What the task asks - What you return must match the entries exactly, except that the pictures are gone.

*-*-*

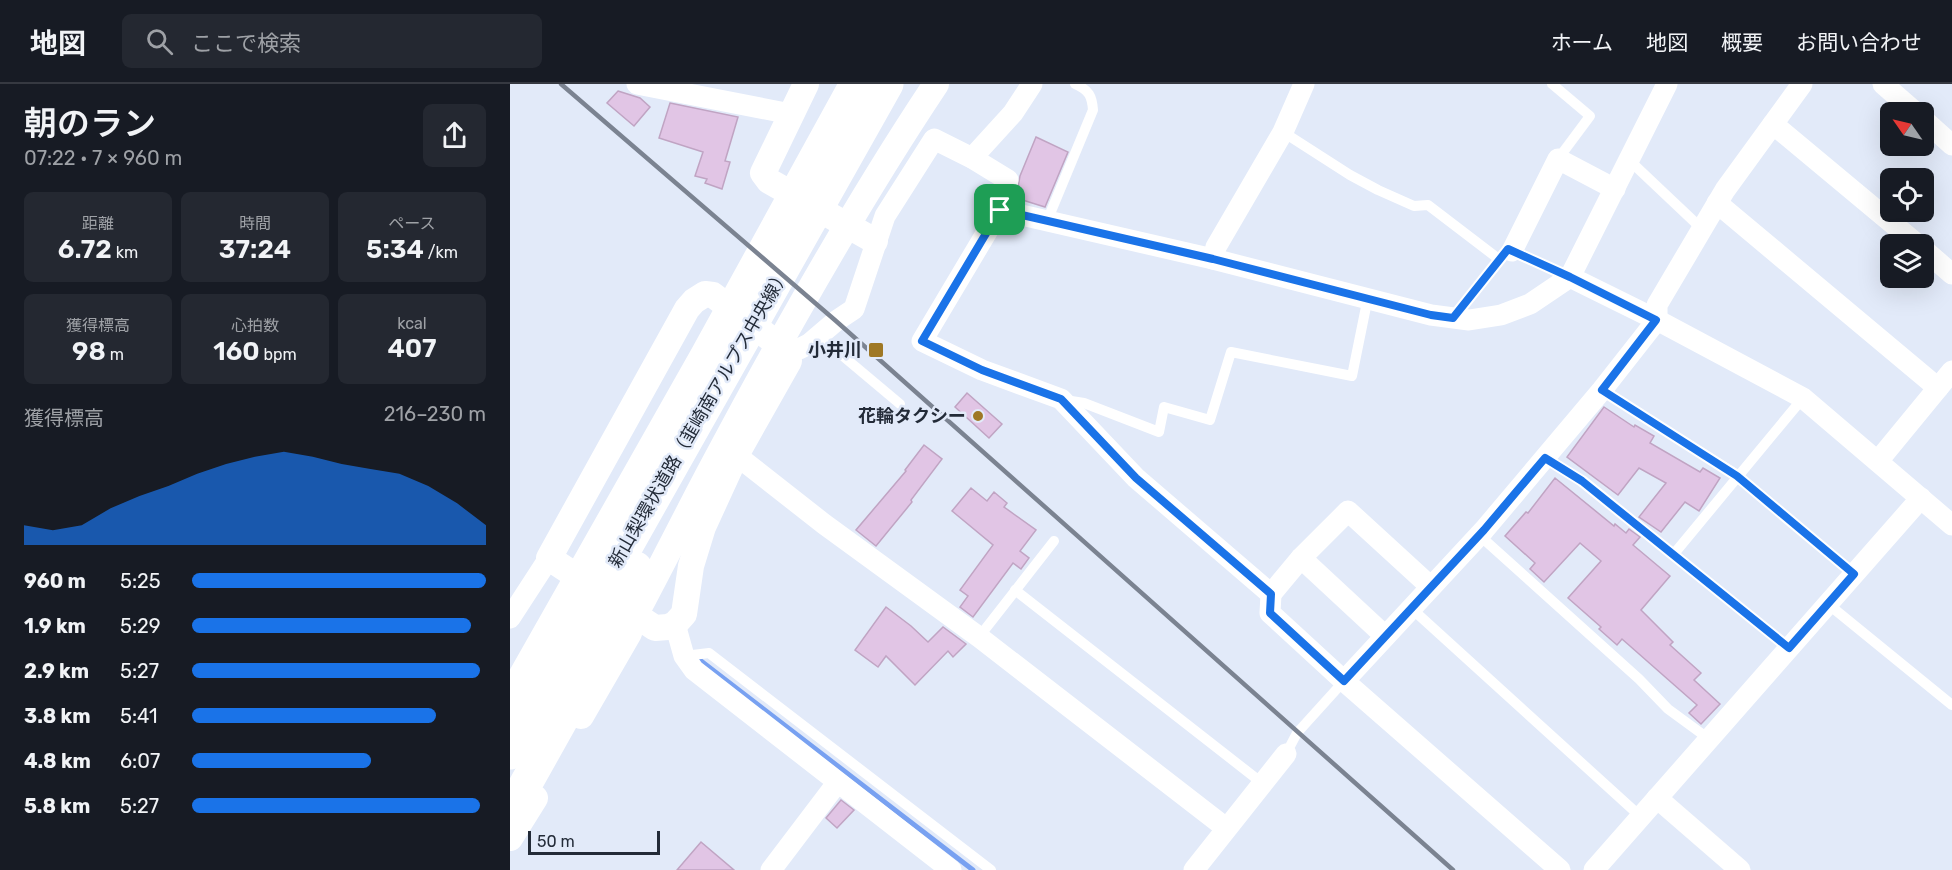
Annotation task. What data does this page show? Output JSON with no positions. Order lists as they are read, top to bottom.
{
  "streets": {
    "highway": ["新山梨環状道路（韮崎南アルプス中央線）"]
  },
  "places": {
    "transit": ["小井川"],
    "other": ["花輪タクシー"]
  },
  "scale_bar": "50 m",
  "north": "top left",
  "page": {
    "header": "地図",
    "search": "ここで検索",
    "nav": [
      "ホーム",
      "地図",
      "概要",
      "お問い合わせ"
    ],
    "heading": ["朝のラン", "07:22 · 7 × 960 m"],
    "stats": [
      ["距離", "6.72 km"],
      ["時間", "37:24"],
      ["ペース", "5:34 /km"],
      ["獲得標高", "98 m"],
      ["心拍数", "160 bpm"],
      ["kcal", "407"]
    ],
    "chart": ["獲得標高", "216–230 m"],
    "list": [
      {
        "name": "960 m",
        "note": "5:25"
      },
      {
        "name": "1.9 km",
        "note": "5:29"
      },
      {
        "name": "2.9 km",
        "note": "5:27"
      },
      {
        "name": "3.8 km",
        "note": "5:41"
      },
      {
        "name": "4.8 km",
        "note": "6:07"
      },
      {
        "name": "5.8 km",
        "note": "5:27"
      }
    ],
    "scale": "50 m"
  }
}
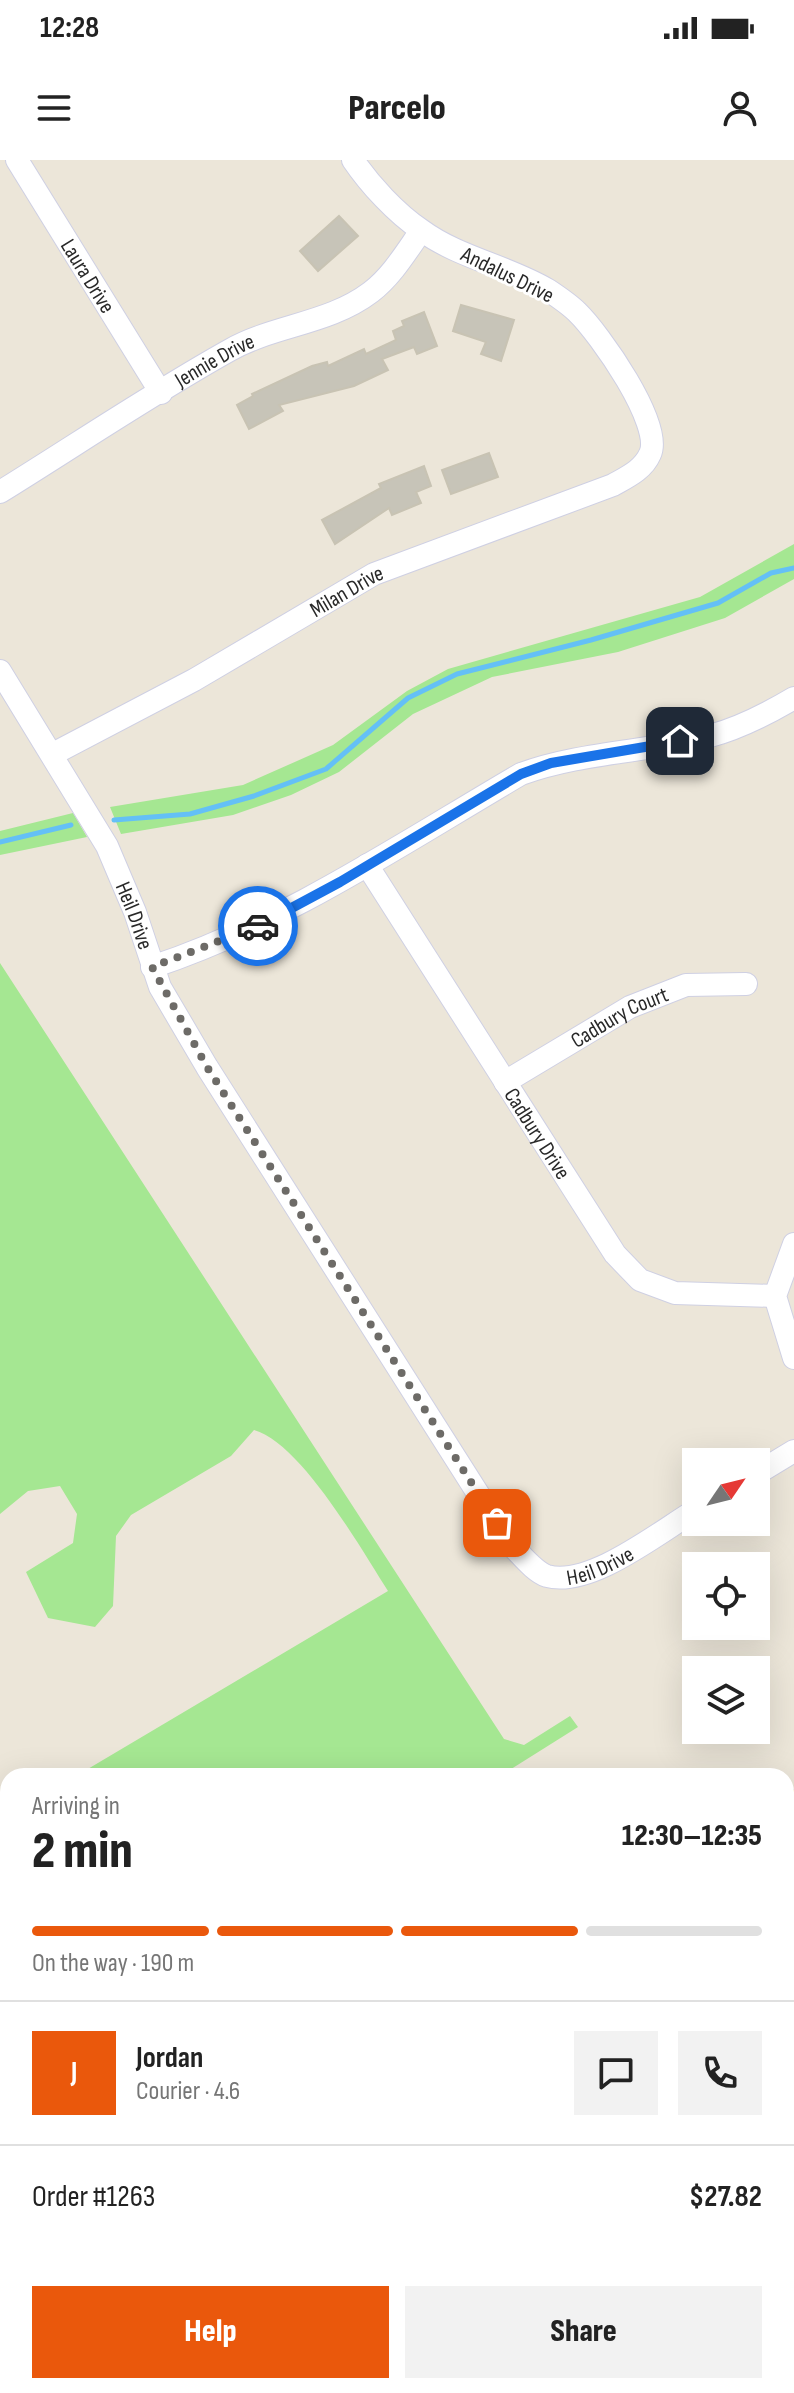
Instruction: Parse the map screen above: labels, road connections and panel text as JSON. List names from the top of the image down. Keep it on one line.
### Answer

*-*-*

Result of the exercise -
Annotation task. What data does this page show? Output JSON with no positions. Order lists as they are read, top to bottom.
{
  "streets": {
    "highway": ["新山梨環状道路（韮崎南アルプス中央線）"]
  },
  "places": {
    "transit": ["小井川"],
    "other": ["花輪タクシー"]
  },
  "scale_bar": "50 m",
  "north": "top left",
  "page": {
    "header": "地図",
    "search": "ここで検索",
    "nav": [
      "ホーム",
      "地図",
      "概要",
      "お問い合わせ"
    ],
    "heading": ["朝のラン", "07:22 · 7 × 960 m"],
    "stats": [
      ["距離", "6.72 km"],
      ["時間", "37:24"],
      ["ペース", "5:34 /km"],
      ["獲得標高", "98 m"],
      ["心拍数", "160 bpm"],
      ["kcal", "407"]
    ],
    "chart": ["獲得標高", "216–230 m"],
    "list": [
      {
        "name": "960 m",
        "note": "5:25"
      },
      {
        "name": "1.9 km",
        "note": "5:29"
      },
      {
        "name": "2.9 km",
        "note": "5:27"
      },
      {
        "name": "3.8 km",
        "note": "5:41"
      },
      {
        "name": "4.8 km",
        "note": "6:07"
      },
      {
        "name": "5.8 km",
        "note": "5:27"
      }
    ],
    "scale": "50 m"
  }
}
Instruction: Parse the map screen above: labels, road connections and panel text as JSON. List names from the top of the image down. Keep it on one line.
### Answer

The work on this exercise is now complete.